_Directions for this task_
Look through the entries that follow and count the lines with the word "Math". The reply is that number alone.

_Records_

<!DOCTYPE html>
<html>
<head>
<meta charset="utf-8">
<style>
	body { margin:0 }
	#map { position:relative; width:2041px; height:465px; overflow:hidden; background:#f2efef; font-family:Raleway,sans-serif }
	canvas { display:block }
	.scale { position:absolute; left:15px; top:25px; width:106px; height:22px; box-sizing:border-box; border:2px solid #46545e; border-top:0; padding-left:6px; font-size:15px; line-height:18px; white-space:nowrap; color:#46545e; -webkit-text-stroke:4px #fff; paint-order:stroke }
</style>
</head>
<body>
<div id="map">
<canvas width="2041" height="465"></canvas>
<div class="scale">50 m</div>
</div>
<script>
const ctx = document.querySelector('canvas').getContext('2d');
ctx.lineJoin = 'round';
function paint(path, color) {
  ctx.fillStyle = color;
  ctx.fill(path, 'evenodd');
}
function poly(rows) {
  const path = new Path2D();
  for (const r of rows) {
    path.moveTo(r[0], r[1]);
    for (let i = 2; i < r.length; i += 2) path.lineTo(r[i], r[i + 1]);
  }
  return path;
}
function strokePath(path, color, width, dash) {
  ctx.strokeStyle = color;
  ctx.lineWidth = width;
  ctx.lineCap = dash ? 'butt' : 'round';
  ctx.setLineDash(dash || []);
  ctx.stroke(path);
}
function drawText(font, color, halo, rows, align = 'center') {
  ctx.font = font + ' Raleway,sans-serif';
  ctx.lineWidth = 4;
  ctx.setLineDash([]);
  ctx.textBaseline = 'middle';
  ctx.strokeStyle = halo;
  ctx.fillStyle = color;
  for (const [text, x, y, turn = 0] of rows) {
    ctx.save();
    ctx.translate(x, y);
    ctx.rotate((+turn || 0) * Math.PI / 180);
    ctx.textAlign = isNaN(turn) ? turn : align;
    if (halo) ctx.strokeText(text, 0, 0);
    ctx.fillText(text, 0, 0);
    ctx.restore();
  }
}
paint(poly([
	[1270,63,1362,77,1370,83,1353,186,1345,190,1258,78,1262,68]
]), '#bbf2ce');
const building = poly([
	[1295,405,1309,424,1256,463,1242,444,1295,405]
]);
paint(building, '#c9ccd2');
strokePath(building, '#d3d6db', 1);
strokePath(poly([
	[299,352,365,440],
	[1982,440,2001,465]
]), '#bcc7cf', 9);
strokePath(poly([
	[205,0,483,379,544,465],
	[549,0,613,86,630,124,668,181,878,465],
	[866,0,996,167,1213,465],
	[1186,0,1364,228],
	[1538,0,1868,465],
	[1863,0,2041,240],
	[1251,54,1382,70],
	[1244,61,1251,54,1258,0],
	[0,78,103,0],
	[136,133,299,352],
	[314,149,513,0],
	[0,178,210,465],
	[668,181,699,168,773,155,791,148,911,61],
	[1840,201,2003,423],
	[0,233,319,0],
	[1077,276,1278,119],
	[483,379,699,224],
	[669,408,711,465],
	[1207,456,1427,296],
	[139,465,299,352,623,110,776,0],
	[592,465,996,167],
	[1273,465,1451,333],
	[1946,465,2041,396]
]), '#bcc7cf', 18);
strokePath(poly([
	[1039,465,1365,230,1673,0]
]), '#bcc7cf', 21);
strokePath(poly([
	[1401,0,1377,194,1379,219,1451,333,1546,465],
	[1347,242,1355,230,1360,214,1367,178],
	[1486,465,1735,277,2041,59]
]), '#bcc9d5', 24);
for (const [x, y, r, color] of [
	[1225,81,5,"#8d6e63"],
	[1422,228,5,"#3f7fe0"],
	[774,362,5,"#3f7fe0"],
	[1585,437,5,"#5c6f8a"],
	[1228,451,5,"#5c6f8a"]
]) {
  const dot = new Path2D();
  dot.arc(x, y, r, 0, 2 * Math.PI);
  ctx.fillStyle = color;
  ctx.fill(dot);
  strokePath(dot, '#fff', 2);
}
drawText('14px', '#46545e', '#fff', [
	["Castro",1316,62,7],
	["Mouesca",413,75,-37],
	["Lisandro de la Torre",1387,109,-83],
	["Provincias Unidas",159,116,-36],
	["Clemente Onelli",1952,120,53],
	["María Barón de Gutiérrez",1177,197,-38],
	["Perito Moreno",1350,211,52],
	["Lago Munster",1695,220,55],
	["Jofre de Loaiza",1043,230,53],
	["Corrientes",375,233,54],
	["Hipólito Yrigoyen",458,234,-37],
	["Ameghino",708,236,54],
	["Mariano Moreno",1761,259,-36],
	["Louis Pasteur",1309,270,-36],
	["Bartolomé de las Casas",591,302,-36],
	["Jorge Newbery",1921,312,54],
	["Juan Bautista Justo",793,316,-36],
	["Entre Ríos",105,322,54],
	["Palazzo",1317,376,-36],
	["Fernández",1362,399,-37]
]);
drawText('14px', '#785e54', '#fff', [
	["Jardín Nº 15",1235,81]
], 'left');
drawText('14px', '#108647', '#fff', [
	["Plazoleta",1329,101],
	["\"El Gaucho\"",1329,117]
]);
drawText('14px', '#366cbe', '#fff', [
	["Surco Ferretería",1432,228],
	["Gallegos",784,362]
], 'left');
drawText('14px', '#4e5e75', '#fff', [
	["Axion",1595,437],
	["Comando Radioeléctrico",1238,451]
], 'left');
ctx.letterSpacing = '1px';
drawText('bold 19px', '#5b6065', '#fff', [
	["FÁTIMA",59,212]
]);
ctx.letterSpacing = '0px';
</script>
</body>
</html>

_Response to this task_
2